19-year-old Halima Aden has become the first ever model to wear a hijab on an American mainstream fashion magazine, appearing on the front cover of this month’s edition of Allure. Aden was born to Somali parents in a Kenyan refugee camp and moved to the American state of Minnesota at the age of seven. Since then, she has grown in the fashion industry, first making headlines in November 2016 when she appeared in a hijab and burkini during the Miss Minnesota pageant. Since then, she has made appearances at New York Fashion Week and has been profiled by Vogue magazine.

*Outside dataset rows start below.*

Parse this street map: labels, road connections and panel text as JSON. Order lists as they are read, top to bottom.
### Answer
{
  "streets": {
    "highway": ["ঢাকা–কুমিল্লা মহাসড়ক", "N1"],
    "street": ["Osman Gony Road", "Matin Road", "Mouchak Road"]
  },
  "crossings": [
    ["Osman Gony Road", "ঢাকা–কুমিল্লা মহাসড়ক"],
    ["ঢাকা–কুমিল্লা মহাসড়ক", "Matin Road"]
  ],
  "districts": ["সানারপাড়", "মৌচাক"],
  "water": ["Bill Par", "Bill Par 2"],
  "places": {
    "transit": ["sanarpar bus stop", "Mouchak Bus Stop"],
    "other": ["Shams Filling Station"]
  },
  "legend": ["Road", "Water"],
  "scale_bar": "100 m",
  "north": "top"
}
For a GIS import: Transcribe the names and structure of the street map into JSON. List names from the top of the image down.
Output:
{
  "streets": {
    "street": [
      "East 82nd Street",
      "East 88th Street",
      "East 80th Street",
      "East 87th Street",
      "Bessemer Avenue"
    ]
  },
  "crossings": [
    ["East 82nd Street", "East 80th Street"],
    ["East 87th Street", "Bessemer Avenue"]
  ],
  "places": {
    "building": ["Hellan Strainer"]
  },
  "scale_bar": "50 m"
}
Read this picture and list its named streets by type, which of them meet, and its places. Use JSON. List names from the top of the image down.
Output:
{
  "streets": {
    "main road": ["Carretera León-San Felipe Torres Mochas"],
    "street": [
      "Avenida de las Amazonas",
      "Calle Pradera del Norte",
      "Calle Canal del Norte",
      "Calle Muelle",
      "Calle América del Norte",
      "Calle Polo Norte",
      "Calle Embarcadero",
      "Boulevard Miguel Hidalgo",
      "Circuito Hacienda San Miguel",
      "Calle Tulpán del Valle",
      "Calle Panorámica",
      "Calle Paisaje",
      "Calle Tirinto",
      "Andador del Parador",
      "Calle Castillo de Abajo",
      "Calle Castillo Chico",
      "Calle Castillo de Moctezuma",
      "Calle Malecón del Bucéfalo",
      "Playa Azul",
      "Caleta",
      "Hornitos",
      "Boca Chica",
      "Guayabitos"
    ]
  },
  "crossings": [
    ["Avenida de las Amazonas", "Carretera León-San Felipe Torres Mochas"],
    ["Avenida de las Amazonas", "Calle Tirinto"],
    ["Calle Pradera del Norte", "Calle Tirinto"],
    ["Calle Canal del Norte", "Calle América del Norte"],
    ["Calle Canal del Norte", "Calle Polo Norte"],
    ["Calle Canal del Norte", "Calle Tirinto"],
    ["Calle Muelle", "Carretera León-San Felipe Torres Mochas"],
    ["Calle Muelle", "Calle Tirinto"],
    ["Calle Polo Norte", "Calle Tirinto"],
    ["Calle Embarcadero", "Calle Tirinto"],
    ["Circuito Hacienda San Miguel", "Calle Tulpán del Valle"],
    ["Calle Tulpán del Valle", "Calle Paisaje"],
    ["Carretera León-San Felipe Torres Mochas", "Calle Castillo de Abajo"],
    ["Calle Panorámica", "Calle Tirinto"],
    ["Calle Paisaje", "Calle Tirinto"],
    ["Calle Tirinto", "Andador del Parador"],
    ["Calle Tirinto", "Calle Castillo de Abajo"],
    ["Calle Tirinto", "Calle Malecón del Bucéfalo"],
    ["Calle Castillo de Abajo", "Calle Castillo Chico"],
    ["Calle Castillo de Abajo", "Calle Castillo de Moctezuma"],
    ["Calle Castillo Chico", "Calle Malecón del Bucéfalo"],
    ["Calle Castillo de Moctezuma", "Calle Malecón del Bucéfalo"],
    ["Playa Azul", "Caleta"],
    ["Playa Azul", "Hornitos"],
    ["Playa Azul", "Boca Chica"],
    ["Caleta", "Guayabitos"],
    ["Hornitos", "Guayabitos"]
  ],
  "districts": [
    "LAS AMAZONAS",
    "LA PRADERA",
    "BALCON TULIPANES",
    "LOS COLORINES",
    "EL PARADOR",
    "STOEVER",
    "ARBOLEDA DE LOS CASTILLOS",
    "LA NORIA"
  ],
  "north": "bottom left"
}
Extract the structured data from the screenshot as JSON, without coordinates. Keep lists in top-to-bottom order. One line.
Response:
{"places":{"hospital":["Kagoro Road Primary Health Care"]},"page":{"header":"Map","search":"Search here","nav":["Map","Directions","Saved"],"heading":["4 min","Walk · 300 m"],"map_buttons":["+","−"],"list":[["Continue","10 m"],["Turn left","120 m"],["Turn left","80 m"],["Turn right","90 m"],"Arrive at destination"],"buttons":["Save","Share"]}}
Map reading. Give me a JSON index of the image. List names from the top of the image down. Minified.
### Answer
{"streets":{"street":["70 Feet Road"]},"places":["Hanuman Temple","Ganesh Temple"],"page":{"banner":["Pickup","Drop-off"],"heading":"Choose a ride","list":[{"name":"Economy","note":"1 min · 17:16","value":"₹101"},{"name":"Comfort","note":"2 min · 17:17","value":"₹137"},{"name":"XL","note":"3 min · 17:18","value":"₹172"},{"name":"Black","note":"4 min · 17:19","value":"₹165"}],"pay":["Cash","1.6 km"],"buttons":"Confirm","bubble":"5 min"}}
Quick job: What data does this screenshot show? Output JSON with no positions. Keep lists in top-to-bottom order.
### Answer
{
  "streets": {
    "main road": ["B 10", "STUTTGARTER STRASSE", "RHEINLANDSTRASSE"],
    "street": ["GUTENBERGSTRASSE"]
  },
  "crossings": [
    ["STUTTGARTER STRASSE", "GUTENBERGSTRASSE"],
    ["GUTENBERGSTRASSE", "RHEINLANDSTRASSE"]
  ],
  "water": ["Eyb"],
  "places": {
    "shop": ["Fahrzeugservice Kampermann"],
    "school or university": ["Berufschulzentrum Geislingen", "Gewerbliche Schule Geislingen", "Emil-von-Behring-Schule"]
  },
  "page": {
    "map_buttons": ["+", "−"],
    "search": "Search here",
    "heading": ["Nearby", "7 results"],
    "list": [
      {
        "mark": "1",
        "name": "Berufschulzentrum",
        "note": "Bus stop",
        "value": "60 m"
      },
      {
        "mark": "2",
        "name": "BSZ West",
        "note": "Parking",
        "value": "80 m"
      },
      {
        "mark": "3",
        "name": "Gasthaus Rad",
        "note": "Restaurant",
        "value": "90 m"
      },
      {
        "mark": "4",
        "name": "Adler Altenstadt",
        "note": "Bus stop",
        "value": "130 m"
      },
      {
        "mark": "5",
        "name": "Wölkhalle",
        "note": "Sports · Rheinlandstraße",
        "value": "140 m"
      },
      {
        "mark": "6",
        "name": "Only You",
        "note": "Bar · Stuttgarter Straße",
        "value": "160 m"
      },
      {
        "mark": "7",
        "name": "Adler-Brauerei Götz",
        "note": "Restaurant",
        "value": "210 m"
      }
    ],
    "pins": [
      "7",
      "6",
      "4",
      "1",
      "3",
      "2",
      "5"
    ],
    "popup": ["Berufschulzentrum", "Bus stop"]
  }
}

Say hello to #HalimaAden—the first hijab-wearing model to a) sign to IMG, b) walk in a Yeezy Season fashion show, c) compete in Miss Minnesota USA, and d) cover #allure. Get to know the 19-year-old Somali American model, who’s breaking down every boundary in the fashion industry. “Society puts so much pressure on girls to look a certain way,” she says. “I have much more to offer than my physical appearance, and a hijab protects me against ‘You’re too skinny,’ ‘You’re too thick,’ ‘Look at her hips,’ ‘Look at her thigh gap.’ I don’t have to worry about that.” Tap the link in bio for our full interview. 📸: @solvesundsbostudio 👗: @beatbolliger 💇: @philippetholimet 💄: @thevalgarland 💅: @mariannewman
On the cover of Allure, Aden is modeling Nike’s new performance hijab, intended for Muslim athletes. The cover headline is “This is American Beauty”, meant to rankle conservatives who are hesitant to accept the wave of Muslim immigrants coming into the country. In the profile, Aden talks about how wearing the hijab has the side effect of protecting her from the body shaming phenomenon she’s witnessed among her modeling contemporaries. “I have much more to offer than my physical appearance, and a hijab protects me against, ‘You’re too skinny’, ‘You’re too thick’, ‘Look at her hips’, ‘Look at her thigh gap’. I don’t have to worry about that,” Aden said. She also talked about how wearing the hijab is a way of paying homage to the role her mother had in raising her: “Every little girl looks up to her mom so much. That’s your first hero.” Talking about the common association older Americans make between the general Muslim population and the extremist groups of international terrorists, Aden said in a separate interview, “The people that are doing bad things, they don’t represent an entire group. I feel like I’m here to bust those misconceptions and stereotypes of Muslim women.”